Furthermore, preventing unintended pregnancies is a cost-effective strategy to prevent new HIV infections. Models show that for the same expenditure, increasing contraceptive use averts more HIV-positive births than a traditional preventing mother-to-child transmission (PMTCT) strategy of ARV prophylaxis (for disease prevention) (206, 211). For example, a study in eight African countries estimated that the same number of infections averted by providing nevirapine to all women with HIV giving birth could be averted at less cost by moderate reductions in the number of unintended pregnancies, ranging from 6% in Kenya to 35% in Rwanda (211). Both these strategies are important.

Preventing unwanted pregnancy is a key element in the four-element strategy for preventing mother-to-child transmission of HIV. As identified by the UN in the Glion Call to Action on Family Planning and HIV/AIDS in Women and Children (223), the four elements respond to health care providers’ four opportunities to reduce motherto- child transmission (246). The Glion Call to Action states that all four elements are essential for meeting the UN goal of halving the proportion of infants infected with HIV by 2010:

  1. Primary prevention of HIV infection. Preventing HIV infection in women, including those who are pregnant or breastfeeding, is the most efficient way to avoid HIV infections in infants—and it saves women’s lives as well. Programs and policy makers can give attention to strengthening primary prevention services, such as counseling and testing, and condom provision. Providers can counsel couples on reducing their risk of acquiring HIV and other STIs, and offer condoms as needed.
  2. Preventing unintended pregnancies in women with HIV. Family planning provides couples with HIV an opportunity to prevent unintended pregnancies and to avoid having children who are infected with HIV. Strengthening family planning programs for all women, especially in high prevalence settings, will reach many infected women who still do not know their status and need family planning. Providers can help women who want to avoid pregnancy choose and use a family planning method effectively (see 'Women With HIV Can Safely Use Most Contraceptive Methods').
  3. Preventing HIV transmission from women to their infants. The risk that a woman with HIV will transmit the virus to her infant can be reduced in a number of ways—prophylaxis with ARVs during pregnancy and around the time of giving birth, certain ongoing ARV treatments (if the woman needs ARVs for her own health), cesarean-section delivery, and either avoiding breastfeeding altogether or exclusive breastfeeding for six months (see 'Women With HIV Need the Facts About Pregnancy').
  4. Providing care, treatment, and support for mothers with HIV and their children.

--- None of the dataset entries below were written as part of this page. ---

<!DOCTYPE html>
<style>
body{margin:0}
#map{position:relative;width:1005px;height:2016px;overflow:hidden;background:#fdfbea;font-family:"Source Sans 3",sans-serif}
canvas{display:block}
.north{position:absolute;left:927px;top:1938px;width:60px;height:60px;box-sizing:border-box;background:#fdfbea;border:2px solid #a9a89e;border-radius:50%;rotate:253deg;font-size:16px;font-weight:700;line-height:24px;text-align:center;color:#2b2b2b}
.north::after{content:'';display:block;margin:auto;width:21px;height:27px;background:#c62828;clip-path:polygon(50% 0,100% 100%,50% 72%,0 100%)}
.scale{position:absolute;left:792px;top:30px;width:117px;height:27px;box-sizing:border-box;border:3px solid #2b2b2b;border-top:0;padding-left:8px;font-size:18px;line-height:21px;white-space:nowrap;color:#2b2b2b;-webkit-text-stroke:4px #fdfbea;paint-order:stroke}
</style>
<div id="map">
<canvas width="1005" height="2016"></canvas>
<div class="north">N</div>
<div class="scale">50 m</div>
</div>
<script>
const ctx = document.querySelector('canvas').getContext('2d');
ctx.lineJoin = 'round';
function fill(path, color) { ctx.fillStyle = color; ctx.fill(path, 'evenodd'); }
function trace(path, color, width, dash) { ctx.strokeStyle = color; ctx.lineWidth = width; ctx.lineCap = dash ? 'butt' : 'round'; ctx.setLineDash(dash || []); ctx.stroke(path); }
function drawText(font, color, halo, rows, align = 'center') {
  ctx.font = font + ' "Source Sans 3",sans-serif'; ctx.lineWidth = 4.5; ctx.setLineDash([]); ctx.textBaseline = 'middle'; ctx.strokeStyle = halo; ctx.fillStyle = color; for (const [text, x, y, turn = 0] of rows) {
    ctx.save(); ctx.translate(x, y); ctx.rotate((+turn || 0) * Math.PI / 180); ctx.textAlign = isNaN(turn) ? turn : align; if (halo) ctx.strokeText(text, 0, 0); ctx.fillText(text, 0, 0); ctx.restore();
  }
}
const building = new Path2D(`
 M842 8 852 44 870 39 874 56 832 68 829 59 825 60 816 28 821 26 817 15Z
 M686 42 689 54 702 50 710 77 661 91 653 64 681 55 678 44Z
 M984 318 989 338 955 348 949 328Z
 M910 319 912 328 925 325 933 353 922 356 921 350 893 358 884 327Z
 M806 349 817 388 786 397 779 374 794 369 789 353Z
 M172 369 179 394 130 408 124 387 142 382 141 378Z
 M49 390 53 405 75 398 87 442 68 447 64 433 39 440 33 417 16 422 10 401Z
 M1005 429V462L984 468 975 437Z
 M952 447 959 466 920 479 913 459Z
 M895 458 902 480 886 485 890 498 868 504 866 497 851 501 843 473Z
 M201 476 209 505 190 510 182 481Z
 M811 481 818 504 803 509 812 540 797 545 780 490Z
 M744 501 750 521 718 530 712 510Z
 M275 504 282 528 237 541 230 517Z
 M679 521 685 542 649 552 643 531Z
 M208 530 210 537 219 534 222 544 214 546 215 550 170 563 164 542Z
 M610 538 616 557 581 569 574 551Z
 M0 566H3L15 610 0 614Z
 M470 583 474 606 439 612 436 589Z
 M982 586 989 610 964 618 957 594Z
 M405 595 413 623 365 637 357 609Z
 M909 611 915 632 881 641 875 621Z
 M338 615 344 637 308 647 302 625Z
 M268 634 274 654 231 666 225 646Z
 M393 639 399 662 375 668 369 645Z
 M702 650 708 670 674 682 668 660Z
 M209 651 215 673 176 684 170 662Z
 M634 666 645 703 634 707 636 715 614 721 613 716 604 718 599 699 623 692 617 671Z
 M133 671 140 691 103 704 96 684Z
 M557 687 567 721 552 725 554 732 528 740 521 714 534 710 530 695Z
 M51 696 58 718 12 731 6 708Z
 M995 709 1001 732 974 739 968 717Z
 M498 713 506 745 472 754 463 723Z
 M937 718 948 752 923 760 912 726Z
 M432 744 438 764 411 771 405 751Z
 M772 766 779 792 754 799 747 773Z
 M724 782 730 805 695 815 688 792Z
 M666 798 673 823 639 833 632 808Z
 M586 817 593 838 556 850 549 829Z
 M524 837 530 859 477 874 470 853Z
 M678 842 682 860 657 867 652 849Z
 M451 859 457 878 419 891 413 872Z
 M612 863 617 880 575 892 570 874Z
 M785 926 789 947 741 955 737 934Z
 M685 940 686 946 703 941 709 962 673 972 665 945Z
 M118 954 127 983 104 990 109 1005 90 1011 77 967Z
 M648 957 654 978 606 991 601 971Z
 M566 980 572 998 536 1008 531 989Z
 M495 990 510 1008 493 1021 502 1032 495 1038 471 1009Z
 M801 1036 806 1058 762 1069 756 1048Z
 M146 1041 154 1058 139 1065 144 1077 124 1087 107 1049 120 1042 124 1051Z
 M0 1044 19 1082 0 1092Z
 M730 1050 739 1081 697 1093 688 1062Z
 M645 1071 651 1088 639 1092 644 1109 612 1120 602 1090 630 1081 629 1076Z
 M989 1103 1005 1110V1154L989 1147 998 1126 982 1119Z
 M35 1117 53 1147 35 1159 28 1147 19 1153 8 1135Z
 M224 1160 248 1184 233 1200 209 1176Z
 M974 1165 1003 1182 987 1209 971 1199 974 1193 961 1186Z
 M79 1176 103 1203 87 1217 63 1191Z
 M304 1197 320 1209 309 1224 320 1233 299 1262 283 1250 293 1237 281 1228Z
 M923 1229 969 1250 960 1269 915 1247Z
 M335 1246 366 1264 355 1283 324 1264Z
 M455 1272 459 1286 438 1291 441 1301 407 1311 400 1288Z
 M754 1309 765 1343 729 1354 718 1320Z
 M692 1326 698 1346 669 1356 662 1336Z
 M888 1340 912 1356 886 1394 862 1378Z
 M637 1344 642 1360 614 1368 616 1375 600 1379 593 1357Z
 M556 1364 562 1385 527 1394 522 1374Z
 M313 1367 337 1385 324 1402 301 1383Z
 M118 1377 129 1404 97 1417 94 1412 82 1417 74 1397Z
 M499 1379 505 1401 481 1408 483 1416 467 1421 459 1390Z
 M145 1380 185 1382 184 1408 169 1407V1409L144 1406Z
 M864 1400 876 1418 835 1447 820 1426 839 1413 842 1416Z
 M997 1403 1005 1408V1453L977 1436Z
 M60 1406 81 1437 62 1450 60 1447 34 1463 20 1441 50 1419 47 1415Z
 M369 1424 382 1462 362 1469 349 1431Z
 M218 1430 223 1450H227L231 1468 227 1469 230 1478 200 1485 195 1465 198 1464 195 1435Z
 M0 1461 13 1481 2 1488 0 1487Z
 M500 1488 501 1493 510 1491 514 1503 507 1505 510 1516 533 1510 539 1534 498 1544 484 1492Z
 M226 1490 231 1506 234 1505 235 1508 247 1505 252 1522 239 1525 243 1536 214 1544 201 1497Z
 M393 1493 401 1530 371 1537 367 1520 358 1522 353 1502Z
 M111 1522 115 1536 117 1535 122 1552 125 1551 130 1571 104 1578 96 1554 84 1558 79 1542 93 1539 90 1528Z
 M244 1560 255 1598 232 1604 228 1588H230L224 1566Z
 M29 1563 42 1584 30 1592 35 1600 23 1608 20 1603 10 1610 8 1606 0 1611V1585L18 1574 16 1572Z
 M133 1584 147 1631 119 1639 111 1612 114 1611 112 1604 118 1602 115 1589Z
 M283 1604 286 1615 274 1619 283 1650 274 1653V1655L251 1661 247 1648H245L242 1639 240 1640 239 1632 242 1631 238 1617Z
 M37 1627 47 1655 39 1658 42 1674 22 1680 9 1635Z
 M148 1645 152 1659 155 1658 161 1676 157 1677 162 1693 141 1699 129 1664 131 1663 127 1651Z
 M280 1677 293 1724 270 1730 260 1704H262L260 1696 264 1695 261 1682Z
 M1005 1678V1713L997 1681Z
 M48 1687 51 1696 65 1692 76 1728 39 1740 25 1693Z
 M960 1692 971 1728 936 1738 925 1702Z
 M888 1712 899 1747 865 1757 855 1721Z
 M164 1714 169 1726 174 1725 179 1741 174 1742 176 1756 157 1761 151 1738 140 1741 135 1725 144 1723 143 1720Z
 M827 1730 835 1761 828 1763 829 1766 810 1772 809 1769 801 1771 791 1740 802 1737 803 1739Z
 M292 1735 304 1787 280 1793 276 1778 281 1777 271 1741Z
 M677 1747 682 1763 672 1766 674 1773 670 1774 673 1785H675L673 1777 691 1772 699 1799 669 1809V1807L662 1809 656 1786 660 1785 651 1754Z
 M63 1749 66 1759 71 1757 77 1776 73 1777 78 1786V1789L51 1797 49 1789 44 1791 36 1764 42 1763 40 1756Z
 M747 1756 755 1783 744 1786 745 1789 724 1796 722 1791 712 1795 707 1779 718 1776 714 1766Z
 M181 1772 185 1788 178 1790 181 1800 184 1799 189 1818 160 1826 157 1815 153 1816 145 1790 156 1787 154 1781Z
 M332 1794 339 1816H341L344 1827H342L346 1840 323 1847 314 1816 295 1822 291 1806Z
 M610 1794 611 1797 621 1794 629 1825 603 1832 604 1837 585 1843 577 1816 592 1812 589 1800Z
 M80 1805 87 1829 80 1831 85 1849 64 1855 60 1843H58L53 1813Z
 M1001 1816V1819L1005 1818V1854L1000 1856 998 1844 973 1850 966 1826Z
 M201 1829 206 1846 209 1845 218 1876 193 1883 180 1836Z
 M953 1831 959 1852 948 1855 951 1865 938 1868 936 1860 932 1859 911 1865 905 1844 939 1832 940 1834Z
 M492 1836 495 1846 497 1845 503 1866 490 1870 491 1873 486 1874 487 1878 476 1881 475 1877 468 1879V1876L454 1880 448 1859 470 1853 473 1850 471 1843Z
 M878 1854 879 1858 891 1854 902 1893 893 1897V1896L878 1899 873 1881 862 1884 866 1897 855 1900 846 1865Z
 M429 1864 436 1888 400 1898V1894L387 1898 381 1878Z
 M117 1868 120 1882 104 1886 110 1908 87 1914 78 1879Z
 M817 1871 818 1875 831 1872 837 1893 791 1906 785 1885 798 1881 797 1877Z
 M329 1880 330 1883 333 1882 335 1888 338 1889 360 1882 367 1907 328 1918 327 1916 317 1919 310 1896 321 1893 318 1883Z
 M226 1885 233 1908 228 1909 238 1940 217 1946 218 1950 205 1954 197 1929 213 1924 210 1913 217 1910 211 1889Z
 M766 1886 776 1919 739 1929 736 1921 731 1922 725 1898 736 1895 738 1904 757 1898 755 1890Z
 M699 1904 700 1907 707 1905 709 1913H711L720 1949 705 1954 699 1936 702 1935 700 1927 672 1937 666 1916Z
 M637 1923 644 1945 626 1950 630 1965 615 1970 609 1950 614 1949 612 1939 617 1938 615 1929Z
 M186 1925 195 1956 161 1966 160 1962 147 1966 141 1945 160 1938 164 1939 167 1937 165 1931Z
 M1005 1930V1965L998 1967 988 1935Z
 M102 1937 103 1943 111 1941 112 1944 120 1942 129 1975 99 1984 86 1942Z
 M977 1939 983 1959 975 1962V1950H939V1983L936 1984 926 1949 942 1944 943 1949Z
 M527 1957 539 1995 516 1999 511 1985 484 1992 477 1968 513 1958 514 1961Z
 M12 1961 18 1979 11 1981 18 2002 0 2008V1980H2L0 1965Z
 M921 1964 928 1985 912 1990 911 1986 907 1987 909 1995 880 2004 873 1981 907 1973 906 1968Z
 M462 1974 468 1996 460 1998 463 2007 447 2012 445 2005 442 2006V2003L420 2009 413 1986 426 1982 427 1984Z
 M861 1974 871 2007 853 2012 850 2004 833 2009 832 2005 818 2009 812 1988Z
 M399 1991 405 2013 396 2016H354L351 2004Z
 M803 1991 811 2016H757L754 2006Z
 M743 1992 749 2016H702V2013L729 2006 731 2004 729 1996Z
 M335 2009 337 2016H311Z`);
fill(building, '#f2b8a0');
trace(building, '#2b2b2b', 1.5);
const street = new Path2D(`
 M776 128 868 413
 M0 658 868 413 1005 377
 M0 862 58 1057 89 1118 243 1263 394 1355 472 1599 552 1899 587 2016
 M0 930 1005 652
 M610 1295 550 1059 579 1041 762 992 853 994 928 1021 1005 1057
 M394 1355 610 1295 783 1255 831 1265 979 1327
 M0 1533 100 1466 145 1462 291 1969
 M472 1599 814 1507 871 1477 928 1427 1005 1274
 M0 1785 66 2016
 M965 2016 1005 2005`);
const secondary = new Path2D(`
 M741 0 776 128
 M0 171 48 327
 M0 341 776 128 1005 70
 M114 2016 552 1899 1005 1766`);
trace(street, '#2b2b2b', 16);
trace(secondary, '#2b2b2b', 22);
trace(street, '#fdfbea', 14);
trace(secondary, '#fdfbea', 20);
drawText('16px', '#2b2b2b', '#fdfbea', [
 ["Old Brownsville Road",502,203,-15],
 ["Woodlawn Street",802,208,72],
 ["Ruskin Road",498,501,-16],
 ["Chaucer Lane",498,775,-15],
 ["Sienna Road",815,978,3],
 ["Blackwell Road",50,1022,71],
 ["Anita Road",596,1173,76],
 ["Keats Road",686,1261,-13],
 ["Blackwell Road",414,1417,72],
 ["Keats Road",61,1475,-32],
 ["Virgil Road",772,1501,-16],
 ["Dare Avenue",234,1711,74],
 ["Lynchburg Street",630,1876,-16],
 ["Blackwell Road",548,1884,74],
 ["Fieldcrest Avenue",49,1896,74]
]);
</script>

Offering ongoing care and treatment and support for mothers with HIV and their infants helps to ensure the mother’s health and to protect the child’s health and development.

To date, many HIV programs have focused mainly on the third element—specifically, providing ARVs to women who are already pregnant in order to reduce the risk of transmission of HIV to the infant (245). Much less attention has focused on preventing unintended pregnancies among women with HIV (207). Often this narrow focus is due to separate funding streams, which continue to treat family planning as if it were unrelated to HIV care. There is now a move, however, towards giving equal attention to all four strategic elements to prevent mother-to-child transmission of HIV.